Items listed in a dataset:

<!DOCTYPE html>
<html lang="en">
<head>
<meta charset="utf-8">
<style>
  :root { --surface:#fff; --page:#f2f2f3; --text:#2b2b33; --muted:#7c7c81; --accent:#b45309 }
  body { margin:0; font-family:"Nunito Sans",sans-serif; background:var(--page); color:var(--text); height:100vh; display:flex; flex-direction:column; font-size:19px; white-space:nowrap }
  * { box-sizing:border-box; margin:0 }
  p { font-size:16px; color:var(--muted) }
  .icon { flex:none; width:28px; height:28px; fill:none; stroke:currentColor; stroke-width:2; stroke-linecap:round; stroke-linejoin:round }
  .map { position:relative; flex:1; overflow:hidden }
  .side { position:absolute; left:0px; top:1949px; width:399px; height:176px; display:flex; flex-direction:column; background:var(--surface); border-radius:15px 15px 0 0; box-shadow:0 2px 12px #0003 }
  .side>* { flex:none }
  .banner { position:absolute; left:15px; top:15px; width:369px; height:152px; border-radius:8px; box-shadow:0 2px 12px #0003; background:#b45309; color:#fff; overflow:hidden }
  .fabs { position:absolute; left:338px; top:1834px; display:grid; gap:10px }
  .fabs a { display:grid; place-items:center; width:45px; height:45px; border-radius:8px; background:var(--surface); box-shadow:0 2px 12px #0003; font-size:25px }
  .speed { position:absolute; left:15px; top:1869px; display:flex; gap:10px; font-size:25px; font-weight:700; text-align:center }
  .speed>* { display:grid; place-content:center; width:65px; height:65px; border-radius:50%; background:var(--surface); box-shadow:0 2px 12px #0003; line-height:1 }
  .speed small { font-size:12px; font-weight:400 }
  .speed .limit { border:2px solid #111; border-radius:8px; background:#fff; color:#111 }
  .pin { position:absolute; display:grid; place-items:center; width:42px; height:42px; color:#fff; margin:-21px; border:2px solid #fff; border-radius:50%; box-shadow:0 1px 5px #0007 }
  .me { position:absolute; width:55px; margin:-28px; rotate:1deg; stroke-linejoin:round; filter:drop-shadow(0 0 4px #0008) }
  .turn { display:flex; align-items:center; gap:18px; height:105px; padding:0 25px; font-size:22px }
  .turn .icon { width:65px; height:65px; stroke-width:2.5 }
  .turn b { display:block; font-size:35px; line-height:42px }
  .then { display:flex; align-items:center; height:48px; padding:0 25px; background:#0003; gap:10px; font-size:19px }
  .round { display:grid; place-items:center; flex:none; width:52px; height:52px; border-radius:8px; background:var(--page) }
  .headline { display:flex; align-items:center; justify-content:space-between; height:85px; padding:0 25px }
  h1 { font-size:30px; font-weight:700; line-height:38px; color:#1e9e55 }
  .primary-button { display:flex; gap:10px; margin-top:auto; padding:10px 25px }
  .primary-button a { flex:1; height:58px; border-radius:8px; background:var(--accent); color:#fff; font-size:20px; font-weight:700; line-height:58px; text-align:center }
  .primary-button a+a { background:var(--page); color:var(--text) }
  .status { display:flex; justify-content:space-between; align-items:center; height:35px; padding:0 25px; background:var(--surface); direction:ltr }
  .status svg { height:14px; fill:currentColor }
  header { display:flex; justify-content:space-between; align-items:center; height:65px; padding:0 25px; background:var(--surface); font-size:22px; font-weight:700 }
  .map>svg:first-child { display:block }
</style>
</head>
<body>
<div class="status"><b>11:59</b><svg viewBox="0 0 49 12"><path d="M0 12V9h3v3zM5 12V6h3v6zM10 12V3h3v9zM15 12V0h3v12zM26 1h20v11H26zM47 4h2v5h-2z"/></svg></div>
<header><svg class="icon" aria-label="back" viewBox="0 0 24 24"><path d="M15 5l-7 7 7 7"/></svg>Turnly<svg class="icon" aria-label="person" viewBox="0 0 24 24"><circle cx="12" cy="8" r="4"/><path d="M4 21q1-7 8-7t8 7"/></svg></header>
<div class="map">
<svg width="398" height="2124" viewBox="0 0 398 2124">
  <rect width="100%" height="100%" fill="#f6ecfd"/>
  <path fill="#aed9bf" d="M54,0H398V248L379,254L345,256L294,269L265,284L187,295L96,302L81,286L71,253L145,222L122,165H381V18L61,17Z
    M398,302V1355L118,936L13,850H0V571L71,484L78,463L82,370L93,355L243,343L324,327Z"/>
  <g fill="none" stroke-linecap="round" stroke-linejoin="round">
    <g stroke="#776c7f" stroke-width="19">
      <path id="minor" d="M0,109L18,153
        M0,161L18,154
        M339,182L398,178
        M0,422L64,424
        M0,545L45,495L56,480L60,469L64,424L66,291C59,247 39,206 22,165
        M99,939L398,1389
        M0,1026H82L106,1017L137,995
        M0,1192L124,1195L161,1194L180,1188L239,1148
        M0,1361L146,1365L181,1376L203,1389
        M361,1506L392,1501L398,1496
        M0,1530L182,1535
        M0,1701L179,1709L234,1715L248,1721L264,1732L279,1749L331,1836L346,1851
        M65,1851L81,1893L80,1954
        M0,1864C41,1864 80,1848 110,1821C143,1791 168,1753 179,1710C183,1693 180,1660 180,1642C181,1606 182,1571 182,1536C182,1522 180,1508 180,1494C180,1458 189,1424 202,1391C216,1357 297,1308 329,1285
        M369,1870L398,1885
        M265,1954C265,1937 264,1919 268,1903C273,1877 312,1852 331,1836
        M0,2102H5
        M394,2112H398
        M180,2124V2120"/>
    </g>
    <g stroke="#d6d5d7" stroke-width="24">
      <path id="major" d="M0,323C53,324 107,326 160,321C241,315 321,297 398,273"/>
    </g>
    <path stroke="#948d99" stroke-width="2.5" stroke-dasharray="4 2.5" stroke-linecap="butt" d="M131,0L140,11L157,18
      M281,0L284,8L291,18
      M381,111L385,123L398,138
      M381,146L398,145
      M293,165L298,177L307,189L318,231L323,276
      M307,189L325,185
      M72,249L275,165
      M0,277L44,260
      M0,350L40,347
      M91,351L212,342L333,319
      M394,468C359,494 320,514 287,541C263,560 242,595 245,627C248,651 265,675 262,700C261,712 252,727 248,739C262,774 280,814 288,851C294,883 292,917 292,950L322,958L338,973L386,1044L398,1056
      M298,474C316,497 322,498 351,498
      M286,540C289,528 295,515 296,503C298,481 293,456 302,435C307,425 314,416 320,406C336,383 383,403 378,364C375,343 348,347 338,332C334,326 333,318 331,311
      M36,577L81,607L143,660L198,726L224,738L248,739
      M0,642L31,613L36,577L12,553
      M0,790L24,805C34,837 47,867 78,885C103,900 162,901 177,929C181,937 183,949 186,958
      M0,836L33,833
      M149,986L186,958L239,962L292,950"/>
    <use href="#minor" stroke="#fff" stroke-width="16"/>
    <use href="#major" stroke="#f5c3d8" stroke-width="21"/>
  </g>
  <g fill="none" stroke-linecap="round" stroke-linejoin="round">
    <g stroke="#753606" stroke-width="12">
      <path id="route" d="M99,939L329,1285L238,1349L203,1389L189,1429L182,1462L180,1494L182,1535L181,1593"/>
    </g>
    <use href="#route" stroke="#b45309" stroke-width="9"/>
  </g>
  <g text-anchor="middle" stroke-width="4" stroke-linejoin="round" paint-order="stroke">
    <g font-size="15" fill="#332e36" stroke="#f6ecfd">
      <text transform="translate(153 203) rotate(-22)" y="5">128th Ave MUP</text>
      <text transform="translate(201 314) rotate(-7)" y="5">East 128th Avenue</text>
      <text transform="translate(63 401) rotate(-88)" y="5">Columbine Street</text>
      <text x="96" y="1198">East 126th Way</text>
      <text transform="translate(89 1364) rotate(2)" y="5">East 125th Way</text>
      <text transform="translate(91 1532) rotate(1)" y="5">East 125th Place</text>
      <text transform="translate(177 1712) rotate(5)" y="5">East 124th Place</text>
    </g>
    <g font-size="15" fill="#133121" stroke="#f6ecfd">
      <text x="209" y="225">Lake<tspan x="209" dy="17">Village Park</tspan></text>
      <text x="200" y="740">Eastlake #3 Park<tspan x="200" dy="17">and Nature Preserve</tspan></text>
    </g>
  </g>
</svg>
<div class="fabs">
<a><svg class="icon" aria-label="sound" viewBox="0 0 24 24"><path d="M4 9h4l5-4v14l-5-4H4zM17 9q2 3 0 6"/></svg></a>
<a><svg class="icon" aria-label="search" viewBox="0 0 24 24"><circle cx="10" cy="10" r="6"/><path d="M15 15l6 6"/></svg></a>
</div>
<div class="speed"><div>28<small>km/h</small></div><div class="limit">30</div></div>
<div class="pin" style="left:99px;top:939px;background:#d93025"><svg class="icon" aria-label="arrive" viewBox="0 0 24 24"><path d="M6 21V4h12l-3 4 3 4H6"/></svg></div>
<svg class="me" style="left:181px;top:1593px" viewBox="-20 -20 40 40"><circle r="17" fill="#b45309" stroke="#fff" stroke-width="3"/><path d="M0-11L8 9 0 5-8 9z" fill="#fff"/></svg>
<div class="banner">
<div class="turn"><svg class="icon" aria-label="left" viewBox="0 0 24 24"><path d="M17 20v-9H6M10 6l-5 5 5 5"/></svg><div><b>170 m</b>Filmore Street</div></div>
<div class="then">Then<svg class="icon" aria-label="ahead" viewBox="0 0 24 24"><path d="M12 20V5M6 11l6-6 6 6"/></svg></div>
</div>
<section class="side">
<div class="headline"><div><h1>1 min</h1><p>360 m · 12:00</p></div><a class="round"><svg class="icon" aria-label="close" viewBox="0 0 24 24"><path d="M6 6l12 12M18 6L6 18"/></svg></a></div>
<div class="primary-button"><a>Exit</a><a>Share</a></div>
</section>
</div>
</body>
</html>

WHAT THE TASK REQUIRES: Repeat word for word the lines above that run from the line containing "display:grid; place-items:center; width:45px;" through the line containing "border:2px solid #111;", both ends included, and nothing else.

REPLY:
  .fabs a { display:grid; place-items:center; width:45px; height:45px; border-radius:8px; background:var(--surface); box-shadow:0 2px 12px #0003; font-size:25px }
  .speed { position:absolute; left:15px; top:1869px; display:flex; gap:10px; font-size:25px; font-weight:700; text-align:center }
  .speed>* { display:grid; place-content:center; width:65px; height:65px; border-radius:50%; background:var(--surface); box-shadow:0 2px 12px #0003; line-height:1 }
  .speed small { font-size:12px; font-weight:400 }
  .speed .limit { border:2px solid #111; border-radius:8px; background:#fff; color:#111 }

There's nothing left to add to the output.